L’objectif diffère selon l’interlocuteur : simple changement de régime en Irak, instauration de la démocratie dans la région, concrétisation d’un rôle hégémonique des États-Unis dans le monde, mainmise sur le pétrole, etc. Mais il y a consensus sur le fait que l’offensive américaine aura de lourdes retombées politiques et économiques sur les pays de la région. Qu’en est-il spécifiquement du cas libanais ?
Il faut se rappeler que le Liban a déjà eu son lot de pertes à la suite de la deuxième guerre du Golfe, suite à l’invasion du Koweït en 1991. À l’époque, l’Irak était le premier client commercial du Liban. Et du jour au lendemain, il y a eu un arrêt total des exportations agricoles et industrielles libanaises vers ce pays. Le manque à gagner portait également sur toutes les activités de transit. Plus particulièrement, l’arrêt des exportations pétrolières irakiennes à travers le terminal de Beddawi a pratiquement abouti à la fermeture de la raffinerie de Tripoli. De nombreux autres secteurs ont été diversement affectés : les transports aérien et routier, l’activité bancaire et financière, le tourisme, etc.
Une estimation approximative des effets cumulés de ce manque à gagner, quoique difficilement chiffrable, aurait coûté à l’économie libanaise près de 1 % de taux de croissance annuelle non réalisée. Les échanges entre les deux pays n’ont repris qu’à partir de 1997. À petite échelle. De sorte que ce qui a été réalisé jusqu’à présent ne constitue qu’un début. Mais avec une ouverture sur d’énormes potentialités.
Quels seraient, ceci dit, les effets directs, sur le Liban, de la nouvelle offensive américaine ?
Nos finances in extremis
Voyons d’abord les possibles conséquences, inhérentes à cette offensive, sur le secteur bancaire et monétaire libanais. Là, les indicateurs semblent plutôt rassurants. Il est heureux que le Liban ait pu profiter à temps – et certains disent in extremis – des flux de devises promis lors de la réunion de Paris II, juste avant le déclenchement de la guerre. Ces flux – dont 2,2 milliards $ ont déjà été transférés – couvriront les besoins de l’économie libanaise en devises pour l’ensemble de l’année 2003. Les réserves de la Banque du Liban atteignent d’ailleurs actuellement un niveau record.

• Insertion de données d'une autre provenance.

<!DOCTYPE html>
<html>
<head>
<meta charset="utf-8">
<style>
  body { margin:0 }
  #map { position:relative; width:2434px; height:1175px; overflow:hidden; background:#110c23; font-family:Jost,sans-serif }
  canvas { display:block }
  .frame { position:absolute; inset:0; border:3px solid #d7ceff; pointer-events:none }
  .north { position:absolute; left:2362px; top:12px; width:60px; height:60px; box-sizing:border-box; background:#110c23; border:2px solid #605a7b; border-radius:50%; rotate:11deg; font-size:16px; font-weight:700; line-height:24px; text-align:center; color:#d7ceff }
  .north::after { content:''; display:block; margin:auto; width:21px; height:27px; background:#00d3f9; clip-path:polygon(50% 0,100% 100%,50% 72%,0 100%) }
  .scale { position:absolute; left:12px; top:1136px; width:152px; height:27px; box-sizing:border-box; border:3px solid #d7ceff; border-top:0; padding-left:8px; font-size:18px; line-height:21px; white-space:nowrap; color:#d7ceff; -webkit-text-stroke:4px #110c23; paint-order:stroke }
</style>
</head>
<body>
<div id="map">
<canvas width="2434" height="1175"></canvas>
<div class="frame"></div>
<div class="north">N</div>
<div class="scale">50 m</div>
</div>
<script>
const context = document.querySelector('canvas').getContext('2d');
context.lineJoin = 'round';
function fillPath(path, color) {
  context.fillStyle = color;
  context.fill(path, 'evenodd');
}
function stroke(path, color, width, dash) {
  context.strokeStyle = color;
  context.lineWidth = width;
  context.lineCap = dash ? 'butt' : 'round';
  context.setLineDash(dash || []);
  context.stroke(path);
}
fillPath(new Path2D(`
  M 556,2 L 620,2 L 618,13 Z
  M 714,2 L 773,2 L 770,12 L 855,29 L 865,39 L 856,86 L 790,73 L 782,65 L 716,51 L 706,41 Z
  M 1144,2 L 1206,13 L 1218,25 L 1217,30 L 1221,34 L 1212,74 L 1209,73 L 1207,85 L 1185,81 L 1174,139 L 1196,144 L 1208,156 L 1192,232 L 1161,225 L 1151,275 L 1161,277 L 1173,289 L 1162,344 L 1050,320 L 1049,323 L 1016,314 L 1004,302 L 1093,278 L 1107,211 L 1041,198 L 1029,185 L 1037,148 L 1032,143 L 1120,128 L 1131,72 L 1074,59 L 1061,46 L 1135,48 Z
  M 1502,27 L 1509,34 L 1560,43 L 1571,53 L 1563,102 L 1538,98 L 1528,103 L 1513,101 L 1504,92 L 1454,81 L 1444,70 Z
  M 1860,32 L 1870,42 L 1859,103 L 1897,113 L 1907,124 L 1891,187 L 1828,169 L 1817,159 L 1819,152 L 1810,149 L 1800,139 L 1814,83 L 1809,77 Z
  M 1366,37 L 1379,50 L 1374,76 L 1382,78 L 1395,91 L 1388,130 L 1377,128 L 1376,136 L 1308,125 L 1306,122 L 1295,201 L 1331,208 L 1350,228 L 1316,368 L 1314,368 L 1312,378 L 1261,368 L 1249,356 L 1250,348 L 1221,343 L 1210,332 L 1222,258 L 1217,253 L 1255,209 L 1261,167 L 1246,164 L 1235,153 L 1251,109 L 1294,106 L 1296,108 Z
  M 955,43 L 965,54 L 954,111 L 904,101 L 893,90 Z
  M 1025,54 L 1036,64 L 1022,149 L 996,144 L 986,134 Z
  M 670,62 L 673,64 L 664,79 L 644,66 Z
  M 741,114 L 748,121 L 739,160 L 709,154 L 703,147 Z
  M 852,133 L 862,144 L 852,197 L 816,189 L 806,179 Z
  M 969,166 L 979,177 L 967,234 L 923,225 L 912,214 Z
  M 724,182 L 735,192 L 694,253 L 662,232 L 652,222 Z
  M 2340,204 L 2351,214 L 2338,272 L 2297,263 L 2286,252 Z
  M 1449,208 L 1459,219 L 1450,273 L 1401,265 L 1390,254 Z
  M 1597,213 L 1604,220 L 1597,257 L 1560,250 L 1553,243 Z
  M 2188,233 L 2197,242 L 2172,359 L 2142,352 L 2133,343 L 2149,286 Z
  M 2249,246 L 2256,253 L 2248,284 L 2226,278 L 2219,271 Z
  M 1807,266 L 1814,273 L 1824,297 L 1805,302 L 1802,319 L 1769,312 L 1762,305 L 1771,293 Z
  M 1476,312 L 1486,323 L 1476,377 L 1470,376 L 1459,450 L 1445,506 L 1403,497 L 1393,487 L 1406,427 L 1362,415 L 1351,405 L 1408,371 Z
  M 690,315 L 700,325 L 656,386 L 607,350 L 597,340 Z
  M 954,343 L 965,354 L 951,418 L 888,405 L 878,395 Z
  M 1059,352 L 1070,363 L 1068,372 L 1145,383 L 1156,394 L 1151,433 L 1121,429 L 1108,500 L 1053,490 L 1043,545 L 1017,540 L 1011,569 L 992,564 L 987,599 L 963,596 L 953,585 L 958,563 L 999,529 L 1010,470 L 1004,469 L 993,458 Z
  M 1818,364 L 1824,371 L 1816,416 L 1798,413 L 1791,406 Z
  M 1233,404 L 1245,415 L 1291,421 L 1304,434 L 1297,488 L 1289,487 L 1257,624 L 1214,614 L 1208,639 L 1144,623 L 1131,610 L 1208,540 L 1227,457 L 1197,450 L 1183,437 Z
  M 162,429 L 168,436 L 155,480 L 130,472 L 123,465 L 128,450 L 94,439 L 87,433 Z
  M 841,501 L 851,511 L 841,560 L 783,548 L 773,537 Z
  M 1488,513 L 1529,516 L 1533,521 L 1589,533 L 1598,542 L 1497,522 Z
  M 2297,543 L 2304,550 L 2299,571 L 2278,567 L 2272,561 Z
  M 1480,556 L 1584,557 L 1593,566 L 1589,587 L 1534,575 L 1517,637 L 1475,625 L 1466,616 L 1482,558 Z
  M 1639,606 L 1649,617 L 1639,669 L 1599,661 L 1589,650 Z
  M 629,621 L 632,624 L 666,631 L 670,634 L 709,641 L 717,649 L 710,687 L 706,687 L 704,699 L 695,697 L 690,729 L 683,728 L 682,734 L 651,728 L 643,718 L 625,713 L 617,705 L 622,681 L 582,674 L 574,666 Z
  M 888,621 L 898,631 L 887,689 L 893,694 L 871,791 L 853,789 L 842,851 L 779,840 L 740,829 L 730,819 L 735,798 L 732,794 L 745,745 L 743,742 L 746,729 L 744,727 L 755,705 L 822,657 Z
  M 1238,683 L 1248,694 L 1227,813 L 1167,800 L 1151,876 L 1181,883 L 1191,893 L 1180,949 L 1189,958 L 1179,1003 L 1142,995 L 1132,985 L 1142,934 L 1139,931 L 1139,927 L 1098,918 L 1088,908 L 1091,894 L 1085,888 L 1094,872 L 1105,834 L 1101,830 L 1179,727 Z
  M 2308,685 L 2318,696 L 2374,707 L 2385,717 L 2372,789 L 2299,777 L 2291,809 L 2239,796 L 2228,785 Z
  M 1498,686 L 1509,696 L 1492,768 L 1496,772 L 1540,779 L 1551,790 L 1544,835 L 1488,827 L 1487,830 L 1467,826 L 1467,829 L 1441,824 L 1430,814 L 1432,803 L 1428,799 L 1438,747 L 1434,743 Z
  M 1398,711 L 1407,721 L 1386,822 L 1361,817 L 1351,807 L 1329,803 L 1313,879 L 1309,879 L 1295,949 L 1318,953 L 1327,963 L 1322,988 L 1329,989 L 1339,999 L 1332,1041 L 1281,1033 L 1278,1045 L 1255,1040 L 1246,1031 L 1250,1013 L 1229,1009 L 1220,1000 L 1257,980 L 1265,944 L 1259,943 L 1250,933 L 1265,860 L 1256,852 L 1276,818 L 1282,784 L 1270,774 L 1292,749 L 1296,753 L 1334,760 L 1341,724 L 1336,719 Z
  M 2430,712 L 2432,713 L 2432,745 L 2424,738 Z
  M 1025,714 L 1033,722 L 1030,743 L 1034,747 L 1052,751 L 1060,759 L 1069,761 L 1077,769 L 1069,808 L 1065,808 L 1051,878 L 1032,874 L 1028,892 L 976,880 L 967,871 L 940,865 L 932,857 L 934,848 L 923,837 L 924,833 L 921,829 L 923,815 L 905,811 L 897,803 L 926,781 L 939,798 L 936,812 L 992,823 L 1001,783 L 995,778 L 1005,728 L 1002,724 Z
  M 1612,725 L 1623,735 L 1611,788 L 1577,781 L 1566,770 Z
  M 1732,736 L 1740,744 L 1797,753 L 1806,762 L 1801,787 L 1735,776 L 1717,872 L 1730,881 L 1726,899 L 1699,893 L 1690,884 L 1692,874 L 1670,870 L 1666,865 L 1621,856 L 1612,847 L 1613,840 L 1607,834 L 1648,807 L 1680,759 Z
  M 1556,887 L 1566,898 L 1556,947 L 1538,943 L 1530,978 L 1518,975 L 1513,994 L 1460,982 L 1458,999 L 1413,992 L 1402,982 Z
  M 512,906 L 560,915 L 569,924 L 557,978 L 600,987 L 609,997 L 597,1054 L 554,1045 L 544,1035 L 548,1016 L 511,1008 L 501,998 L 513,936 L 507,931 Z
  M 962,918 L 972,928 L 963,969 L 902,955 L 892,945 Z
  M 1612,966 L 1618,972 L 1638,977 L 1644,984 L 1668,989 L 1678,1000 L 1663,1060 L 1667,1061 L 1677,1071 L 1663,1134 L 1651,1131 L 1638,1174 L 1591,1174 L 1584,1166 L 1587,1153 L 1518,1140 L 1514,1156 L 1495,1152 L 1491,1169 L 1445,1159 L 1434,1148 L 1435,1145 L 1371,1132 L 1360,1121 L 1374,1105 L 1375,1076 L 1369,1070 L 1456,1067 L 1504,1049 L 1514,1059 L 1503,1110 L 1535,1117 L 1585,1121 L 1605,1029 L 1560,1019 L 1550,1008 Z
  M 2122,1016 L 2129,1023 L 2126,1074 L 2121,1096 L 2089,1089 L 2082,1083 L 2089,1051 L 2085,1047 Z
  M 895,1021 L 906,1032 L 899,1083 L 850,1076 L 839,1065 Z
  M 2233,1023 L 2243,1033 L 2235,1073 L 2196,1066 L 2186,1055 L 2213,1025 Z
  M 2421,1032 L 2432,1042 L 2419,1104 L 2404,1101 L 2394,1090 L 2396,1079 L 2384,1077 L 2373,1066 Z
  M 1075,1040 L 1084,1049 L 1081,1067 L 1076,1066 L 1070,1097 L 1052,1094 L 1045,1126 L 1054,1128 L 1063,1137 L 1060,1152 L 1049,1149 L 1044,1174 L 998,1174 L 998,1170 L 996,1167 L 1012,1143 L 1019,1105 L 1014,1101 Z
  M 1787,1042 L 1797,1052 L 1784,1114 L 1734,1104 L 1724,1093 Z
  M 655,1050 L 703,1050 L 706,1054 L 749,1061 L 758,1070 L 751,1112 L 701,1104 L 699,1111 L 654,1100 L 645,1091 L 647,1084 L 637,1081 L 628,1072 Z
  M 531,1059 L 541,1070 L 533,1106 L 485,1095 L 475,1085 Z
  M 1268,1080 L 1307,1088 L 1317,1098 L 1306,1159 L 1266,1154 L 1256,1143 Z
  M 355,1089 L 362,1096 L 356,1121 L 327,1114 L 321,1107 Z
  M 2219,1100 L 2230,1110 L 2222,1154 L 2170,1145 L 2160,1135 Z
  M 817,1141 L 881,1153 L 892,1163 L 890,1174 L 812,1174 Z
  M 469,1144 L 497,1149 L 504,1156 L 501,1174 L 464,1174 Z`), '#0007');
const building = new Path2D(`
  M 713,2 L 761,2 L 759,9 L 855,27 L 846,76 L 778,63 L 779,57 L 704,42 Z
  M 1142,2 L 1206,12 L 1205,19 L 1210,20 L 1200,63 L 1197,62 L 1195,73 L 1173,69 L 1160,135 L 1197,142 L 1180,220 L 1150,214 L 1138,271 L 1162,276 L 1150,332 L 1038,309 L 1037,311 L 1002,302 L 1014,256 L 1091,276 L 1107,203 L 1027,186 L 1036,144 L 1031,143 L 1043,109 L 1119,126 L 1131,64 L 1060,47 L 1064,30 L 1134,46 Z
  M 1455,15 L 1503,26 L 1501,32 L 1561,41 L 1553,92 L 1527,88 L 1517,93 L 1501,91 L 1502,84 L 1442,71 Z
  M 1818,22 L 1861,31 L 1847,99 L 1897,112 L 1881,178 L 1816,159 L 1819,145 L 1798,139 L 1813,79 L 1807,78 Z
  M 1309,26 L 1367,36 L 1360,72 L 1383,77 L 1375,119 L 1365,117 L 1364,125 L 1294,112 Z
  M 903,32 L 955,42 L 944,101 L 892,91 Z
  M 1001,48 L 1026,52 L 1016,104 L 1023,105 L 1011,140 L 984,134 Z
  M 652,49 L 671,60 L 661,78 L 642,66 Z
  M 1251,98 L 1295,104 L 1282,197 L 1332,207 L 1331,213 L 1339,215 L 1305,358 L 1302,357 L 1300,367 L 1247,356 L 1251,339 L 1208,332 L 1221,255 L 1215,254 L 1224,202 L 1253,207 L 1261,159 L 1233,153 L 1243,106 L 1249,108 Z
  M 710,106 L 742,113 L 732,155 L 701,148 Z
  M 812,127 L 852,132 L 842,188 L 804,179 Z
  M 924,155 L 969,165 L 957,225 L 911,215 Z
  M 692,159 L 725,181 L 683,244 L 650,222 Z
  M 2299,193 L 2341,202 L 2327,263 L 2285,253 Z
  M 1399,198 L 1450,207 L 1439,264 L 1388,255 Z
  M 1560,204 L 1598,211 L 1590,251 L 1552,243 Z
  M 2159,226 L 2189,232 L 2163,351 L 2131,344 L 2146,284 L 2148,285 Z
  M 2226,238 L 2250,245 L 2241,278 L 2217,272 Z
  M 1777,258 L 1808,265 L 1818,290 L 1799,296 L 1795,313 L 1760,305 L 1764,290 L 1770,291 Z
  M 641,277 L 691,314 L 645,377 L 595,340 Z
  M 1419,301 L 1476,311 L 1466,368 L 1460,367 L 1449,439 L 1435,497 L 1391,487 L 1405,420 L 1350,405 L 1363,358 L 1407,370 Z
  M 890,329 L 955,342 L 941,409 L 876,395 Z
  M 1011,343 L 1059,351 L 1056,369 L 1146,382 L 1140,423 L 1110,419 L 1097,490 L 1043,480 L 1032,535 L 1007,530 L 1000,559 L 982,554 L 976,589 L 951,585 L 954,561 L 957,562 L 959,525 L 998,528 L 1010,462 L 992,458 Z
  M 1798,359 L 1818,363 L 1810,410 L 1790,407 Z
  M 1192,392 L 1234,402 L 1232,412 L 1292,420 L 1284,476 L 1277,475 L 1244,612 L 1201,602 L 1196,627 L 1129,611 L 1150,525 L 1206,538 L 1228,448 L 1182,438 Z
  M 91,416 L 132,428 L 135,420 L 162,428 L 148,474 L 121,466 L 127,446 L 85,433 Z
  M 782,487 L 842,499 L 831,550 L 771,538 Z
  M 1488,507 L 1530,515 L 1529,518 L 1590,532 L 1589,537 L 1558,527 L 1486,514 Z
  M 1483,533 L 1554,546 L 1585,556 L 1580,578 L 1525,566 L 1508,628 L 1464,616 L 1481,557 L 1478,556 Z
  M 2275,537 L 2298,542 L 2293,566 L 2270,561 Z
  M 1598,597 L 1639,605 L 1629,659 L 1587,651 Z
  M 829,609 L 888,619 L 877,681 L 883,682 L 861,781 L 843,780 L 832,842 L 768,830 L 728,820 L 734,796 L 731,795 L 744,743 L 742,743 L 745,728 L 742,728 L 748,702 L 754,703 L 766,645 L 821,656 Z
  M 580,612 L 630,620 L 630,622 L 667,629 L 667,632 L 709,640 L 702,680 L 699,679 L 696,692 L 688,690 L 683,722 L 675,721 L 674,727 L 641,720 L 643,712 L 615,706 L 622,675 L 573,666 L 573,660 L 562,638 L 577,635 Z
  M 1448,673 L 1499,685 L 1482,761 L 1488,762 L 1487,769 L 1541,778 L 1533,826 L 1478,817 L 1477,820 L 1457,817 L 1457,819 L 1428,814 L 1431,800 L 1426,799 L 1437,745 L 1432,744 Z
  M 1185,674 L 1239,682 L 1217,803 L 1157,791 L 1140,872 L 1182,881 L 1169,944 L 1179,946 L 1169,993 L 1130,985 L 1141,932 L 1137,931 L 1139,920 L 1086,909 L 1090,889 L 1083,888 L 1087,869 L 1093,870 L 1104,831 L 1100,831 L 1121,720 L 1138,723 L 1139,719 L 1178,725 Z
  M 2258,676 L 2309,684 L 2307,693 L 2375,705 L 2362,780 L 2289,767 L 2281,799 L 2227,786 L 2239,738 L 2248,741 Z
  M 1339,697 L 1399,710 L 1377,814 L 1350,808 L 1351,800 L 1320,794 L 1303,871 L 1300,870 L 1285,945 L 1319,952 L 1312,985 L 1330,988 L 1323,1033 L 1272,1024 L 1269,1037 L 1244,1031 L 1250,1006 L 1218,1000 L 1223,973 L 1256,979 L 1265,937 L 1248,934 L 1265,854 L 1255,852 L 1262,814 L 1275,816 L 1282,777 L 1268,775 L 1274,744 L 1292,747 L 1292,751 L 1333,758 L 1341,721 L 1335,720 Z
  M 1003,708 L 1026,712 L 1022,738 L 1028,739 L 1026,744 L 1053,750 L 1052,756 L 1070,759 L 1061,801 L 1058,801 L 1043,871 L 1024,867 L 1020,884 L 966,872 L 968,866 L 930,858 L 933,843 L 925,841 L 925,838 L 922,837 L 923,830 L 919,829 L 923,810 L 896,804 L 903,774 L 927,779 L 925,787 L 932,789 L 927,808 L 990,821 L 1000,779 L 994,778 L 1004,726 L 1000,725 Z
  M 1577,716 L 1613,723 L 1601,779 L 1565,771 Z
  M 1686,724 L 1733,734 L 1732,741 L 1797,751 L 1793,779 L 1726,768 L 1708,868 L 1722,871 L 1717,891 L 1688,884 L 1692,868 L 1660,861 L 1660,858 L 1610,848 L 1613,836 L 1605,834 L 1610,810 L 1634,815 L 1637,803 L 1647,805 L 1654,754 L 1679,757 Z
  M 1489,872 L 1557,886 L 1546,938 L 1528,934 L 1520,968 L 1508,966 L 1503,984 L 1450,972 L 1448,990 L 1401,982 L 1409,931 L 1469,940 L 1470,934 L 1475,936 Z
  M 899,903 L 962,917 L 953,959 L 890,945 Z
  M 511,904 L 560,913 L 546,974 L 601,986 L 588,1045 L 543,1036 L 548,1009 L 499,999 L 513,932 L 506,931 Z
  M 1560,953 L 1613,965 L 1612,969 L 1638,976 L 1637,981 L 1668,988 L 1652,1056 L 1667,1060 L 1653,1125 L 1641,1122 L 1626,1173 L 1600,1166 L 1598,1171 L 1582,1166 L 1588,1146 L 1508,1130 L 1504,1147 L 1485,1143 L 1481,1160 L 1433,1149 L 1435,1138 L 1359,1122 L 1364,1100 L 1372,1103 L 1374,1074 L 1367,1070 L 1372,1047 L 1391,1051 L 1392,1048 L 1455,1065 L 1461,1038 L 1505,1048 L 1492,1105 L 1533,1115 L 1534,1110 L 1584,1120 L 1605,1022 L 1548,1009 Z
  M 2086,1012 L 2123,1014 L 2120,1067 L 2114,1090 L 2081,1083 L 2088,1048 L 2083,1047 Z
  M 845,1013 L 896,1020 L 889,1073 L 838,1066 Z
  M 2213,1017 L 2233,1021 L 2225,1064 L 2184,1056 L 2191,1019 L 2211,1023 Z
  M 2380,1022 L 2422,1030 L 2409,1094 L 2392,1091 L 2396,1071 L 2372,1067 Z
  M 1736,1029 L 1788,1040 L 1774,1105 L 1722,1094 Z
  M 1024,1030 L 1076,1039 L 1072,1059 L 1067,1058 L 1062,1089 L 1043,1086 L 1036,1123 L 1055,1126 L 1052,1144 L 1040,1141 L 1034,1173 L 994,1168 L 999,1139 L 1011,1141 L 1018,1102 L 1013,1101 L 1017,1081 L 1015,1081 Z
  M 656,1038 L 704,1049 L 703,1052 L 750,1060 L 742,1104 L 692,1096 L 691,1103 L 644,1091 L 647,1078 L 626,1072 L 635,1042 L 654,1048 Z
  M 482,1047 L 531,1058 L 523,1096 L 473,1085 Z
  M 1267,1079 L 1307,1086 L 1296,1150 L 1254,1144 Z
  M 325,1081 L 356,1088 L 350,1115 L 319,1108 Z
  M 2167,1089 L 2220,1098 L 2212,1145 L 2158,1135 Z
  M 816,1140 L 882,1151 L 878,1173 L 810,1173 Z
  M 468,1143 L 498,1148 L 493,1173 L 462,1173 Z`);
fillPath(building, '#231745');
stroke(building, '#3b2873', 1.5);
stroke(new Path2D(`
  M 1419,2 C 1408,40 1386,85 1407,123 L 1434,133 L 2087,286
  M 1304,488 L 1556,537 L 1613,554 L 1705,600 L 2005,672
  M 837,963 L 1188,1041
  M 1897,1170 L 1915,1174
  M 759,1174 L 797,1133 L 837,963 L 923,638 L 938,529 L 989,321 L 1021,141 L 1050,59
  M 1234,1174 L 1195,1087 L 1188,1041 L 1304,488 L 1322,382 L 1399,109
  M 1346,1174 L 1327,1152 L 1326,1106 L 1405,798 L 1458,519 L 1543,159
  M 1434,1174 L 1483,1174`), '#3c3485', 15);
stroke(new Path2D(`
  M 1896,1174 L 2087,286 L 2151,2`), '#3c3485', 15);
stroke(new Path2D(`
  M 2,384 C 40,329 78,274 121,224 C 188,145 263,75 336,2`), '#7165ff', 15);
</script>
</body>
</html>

Les tendances observées au niveau des émissions de bons du Trésor, de certificats de dépôt et de leur rentabilité confirment ce climat de soulagement monétaire, du moins à court terme. Elles indiquent également que l’essentiel des retombées de la guerre à ce niveau a été déjà escompté par les opérateurs et agents économiques, fidèles à leur manie d’anticiper sur les événements.
Selon l’agence internationale de notation Fitch, le Liban serait, parmi les pays de la région (Jordanie, Égypte, Turquie, Syrie), le plus apte à absorber les séquelles de la guerre. Mais ceci ne sera confirmé à terme que si le gouvernement poursuit la mise en cours des mesures affichées lors de la tenue de Paris II. Entendre par là : la privatisation d’un ou de deux secteurs-clés, l’application sans faille de l’accord conclu entre la Banque du Liban et l’Association des banques pour la souscription aux bons du Trésor à taux zéro. Merrill Lynch n’exclut d’ailleurs pas que le Liban puisse profiter d’une certaine “relocalisation” des flux des capitaux au niveau de la région. L’impact positif des transferts ne se fera cependant sentir que si une importante partie de ces flux se transforme en investissements directs. Les effets resteraient peu visibles si, par contre, l’on se contente de simples capitaux flottants, visant uniquement la maximisation des profits (par les taux d’intérêt offerts sur le marché libanais).
Le commerce qui venait de démarrer
Au niveau des échanges commerciaux, le tableau ne paraît pas aussi rassurant. Entre 1998 et 2002, le volume des exportations libanaises vers l’Irak a presque dépassé, au total, 1,25 milliard $, dont 500 millions $ conclus, selon l’Association des industriels, au cours de la seule année 2002. Dans l’ensemble, les ventes libanaises à l’Irak ont représenté, durant cette période, environ 25 à 30 % du total de nos exportations.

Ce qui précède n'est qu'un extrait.